Activity:
From the entries that follow, list every line in which the string "feDisplacementMap" appears.

Start of Material for the task

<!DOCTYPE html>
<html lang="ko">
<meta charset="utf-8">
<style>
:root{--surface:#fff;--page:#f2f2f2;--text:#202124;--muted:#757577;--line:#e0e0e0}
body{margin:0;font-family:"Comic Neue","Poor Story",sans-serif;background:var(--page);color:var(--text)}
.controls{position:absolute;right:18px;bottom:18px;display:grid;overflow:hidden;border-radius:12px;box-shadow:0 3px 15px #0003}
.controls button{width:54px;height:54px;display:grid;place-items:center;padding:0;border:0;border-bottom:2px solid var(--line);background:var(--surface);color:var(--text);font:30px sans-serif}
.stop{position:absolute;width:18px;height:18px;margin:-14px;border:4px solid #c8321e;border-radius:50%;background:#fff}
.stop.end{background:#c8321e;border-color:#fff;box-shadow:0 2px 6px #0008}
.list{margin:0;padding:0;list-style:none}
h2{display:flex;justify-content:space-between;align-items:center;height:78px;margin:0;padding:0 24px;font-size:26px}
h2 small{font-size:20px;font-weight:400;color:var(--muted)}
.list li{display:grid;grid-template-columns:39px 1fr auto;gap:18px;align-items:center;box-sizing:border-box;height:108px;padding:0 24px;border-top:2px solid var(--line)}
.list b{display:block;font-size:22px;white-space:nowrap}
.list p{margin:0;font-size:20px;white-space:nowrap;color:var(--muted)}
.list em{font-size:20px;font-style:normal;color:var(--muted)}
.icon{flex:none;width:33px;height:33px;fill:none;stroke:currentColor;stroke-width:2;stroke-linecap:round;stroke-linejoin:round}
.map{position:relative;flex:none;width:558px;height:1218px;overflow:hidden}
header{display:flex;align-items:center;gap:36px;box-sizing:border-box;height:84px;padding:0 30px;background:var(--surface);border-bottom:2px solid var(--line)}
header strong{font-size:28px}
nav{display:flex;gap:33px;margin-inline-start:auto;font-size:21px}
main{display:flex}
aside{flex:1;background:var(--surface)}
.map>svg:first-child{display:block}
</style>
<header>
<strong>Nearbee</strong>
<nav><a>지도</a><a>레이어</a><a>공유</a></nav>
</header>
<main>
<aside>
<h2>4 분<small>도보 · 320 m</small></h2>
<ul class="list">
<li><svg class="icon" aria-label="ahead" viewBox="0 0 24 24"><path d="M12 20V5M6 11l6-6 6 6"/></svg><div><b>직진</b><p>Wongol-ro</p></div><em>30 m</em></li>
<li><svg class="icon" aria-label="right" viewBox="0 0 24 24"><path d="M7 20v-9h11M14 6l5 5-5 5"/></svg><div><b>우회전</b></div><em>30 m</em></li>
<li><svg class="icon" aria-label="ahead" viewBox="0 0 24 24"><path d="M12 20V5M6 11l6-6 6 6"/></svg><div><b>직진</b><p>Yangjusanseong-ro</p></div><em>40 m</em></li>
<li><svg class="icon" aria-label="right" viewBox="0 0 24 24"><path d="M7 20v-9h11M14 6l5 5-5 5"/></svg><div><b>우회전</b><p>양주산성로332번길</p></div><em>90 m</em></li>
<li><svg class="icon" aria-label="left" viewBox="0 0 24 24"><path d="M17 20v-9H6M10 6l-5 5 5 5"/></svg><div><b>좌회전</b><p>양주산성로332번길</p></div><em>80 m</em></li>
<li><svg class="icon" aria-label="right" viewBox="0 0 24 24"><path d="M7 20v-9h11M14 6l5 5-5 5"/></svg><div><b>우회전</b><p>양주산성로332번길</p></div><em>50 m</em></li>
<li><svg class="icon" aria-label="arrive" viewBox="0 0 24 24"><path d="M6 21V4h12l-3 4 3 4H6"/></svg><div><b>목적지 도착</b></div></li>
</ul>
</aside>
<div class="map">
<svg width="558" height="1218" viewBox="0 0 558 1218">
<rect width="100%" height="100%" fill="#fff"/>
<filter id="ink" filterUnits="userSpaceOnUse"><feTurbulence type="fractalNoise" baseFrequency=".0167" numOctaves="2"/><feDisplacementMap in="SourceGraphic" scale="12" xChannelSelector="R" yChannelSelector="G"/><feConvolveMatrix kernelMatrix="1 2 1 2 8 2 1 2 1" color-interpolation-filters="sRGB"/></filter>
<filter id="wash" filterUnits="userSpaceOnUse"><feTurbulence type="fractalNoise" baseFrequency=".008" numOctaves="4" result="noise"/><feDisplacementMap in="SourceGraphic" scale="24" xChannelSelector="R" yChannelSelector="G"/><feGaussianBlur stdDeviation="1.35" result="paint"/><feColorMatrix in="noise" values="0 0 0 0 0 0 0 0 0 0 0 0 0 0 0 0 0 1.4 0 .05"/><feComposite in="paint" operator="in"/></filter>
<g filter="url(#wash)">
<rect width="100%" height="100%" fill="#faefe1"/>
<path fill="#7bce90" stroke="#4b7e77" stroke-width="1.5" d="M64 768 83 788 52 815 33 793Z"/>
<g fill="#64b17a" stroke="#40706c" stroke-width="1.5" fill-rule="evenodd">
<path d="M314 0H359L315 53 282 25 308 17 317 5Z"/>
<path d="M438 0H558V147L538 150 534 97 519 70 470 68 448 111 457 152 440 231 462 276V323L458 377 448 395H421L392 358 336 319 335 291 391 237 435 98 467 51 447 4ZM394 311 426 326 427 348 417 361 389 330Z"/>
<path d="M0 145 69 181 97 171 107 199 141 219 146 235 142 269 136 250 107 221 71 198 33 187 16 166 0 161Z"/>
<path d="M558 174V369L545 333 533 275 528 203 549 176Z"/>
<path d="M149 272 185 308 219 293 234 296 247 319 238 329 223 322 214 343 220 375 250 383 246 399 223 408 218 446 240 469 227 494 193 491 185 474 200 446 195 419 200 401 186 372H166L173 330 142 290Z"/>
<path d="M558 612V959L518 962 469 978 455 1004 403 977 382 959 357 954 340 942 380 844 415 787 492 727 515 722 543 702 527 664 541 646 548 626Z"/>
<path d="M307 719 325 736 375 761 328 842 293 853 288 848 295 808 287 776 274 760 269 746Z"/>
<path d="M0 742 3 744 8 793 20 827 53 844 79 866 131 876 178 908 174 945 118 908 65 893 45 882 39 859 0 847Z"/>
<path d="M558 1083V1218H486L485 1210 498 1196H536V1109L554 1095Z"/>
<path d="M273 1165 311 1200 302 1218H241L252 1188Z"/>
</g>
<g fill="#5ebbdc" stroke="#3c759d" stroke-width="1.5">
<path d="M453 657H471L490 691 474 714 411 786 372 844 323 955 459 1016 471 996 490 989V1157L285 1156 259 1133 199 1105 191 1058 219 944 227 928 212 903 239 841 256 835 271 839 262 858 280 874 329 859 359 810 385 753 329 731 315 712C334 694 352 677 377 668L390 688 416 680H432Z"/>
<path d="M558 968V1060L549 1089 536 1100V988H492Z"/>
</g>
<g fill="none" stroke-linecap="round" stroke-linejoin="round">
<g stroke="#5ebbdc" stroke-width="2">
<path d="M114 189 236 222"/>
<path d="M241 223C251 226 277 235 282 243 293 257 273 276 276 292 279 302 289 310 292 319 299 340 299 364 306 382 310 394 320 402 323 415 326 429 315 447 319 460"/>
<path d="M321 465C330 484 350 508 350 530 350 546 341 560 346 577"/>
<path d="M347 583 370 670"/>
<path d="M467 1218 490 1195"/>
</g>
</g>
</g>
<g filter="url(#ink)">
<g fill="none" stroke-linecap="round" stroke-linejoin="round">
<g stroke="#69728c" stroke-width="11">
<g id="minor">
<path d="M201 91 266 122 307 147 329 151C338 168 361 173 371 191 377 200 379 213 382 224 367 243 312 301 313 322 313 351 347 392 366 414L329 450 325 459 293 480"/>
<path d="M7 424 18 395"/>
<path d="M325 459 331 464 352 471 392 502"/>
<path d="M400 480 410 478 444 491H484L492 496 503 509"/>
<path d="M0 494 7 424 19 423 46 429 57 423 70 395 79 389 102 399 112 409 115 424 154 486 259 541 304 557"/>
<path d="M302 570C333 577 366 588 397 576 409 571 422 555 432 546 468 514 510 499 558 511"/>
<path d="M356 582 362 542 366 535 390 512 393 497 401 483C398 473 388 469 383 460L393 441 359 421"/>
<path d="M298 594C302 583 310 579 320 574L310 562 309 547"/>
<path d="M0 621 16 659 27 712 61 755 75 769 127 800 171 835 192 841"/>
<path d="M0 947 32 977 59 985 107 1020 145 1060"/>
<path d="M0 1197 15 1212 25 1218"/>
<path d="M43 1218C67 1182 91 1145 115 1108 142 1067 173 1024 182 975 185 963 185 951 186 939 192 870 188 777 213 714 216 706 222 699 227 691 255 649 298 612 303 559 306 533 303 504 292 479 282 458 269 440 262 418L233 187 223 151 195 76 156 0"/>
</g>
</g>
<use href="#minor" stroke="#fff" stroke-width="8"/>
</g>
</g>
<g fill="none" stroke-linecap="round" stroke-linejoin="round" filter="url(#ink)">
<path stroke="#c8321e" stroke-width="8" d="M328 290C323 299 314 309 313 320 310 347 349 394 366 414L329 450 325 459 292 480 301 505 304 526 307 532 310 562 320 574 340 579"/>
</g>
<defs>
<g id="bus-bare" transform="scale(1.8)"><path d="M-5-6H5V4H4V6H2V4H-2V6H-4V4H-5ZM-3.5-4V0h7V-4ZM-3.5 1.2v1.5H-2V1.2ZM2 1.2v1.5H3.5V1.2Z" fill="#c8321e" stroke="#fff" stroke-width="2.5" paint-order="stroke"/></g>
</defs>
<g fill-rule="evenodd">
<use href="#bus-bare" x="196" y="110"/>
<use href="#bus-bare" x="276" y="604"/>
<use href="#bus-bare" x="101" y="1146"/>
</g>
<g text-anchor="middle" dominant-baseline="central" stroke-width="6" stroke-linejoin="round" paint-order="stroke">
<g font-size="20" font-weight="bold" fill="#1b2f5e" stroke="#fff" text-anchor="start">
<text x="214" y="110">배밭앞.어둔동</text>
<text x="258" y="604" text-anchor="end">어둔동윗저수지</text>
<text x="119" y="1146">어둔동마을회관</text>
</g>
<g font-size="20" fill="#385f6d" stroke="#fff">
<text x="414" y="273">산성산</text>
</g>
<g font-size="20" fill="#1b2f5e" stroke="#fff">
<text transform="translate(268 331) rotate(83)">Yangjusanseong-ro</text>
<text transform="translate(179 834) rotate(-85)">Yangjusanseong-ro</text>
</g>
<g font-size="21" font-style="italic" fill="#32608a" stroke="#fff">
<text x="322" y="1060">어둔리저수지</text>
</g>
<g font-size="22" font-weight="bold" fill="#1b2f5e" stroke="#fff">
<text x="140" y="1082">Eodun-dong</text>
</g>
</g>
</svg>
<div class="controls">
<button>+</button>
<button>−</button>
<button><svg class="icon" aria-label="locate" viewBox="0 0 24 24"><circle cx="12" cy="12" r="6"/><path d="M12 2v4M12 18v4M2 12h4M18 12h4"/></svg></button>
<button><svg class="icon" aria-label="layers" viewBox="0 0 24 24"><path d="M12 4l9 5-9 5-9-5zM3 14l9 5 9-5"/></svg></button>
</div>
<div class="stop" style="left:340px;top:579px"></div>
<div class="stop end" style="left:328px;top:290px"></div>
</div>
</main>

End of Material for the task

Solution to the problem:
<filter id="ink" filterUnits="userSpaceOnUse"><feTurbulence type="fractalNoise" baseFrequency=".0167" numOctaves="2"/><feDisplacementMap in="SourceGraphic" scale="12" xChannelSelector="R" yChannelSelector="G"/><feConvolveMatrix kernelMatrix="1 2 1 2 8 2 1 2 1" color-interpolation-filters="sRGB"/></filter>
<filter id="wash" filterUnits="userSpaceOnUse"><feTurbulence type="fractalNoise" baseFrequency=".008" numOctaves="4" result="noise"/><feDisplacementMap in="SourceGraphic" scale="24" xChannelSelector="R" yChannelSelector="G"/><feGaussianBlur stdDeviation="1.35" result="paint"/><feColorMatrix in="noise" values="0 0 0 0 0 0 0 0 0 0 0 0 0 0 0 0 0 1.4 0 .05"/><feComposite in="paint" operator="in"/></filter>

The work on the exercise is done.